*Problem*
From the entries that follow, copy each line in which "Keep" appears.

*Data records*

┌──

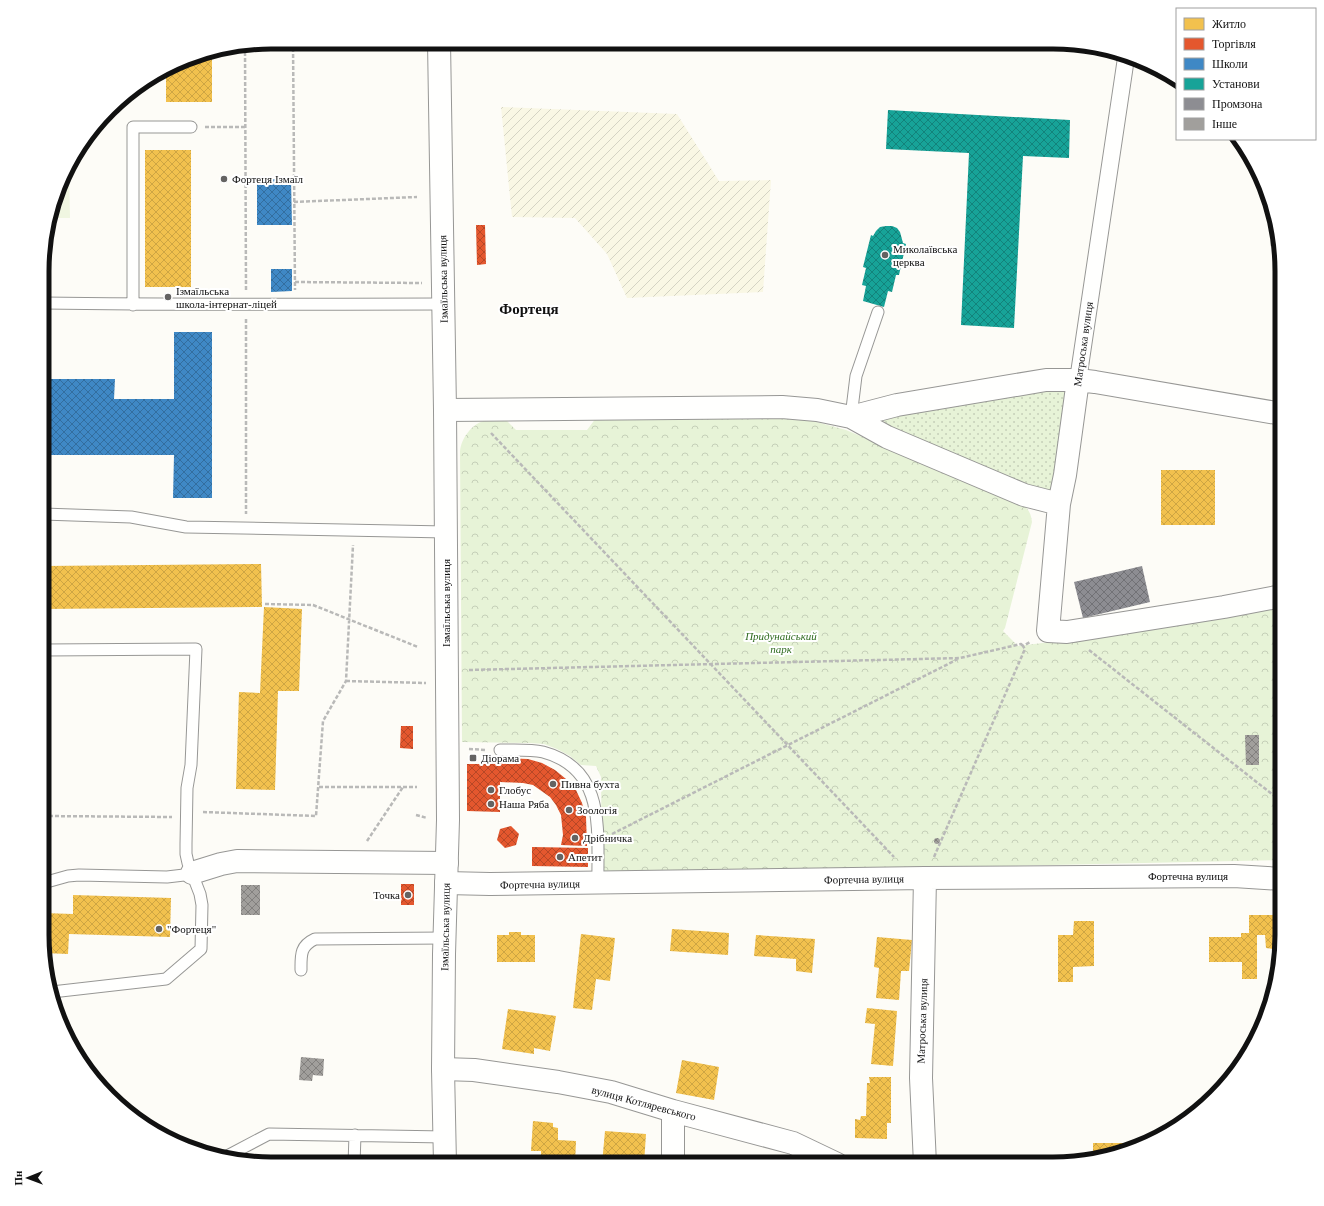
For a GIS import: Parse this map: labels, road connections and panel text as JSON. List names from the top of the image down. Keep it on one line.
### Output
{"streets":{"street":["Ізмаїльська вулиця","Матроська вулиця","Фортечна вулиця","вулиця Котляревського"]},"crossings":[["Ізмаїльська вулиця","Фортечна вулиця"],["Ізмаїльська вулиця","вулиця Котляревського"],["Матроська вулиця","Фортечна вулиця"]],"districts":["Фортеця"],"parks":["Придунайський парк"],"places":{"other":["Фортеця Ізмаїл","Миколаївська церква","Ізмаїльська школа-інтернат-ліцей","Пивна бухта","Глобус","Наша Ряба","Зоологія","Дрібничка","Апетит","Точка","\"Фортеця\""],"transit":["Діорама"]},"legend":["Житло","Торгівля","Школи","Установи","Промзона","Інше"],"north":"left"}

└──
┌──

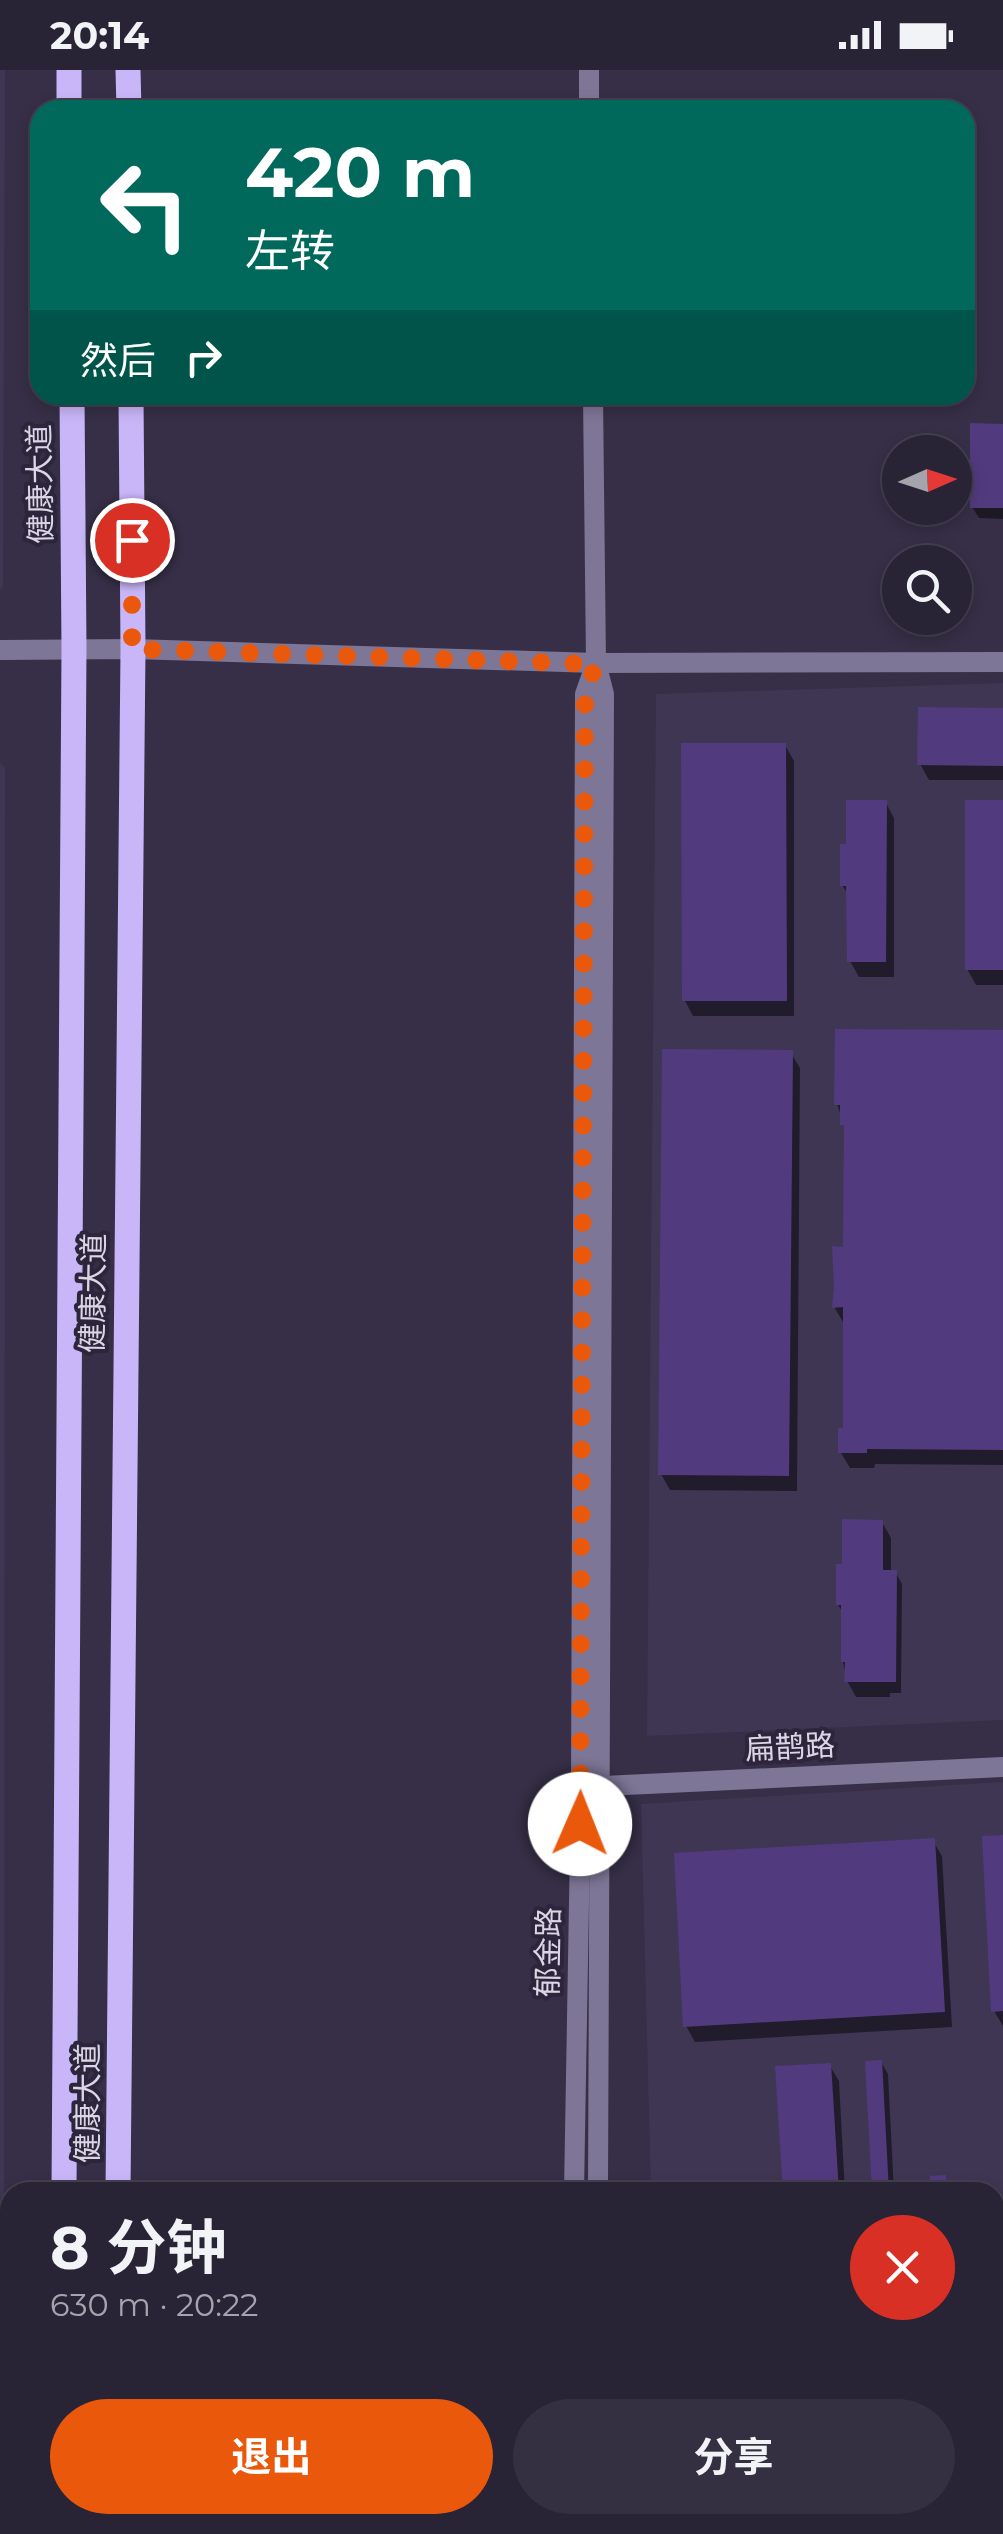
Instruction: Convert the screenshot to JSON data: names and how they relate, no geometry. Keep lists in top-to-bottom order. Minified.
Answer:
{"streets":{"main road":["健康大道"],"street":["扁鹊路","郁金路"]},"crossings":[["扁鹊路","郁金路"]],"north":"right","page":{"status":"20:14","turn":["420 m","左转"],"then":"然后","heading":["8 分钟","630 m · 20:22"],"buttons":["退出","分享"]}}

└──

*Completed exercise*
For a GIS import: Parse this map: labels, road connections and panel text as JSON. List names from the top of the image down. Keep it on one line.
Instruction: Convert the screenshot to JSON data: names and how they relate, no geometry. Keep lists in top-to-bottom order. Minified.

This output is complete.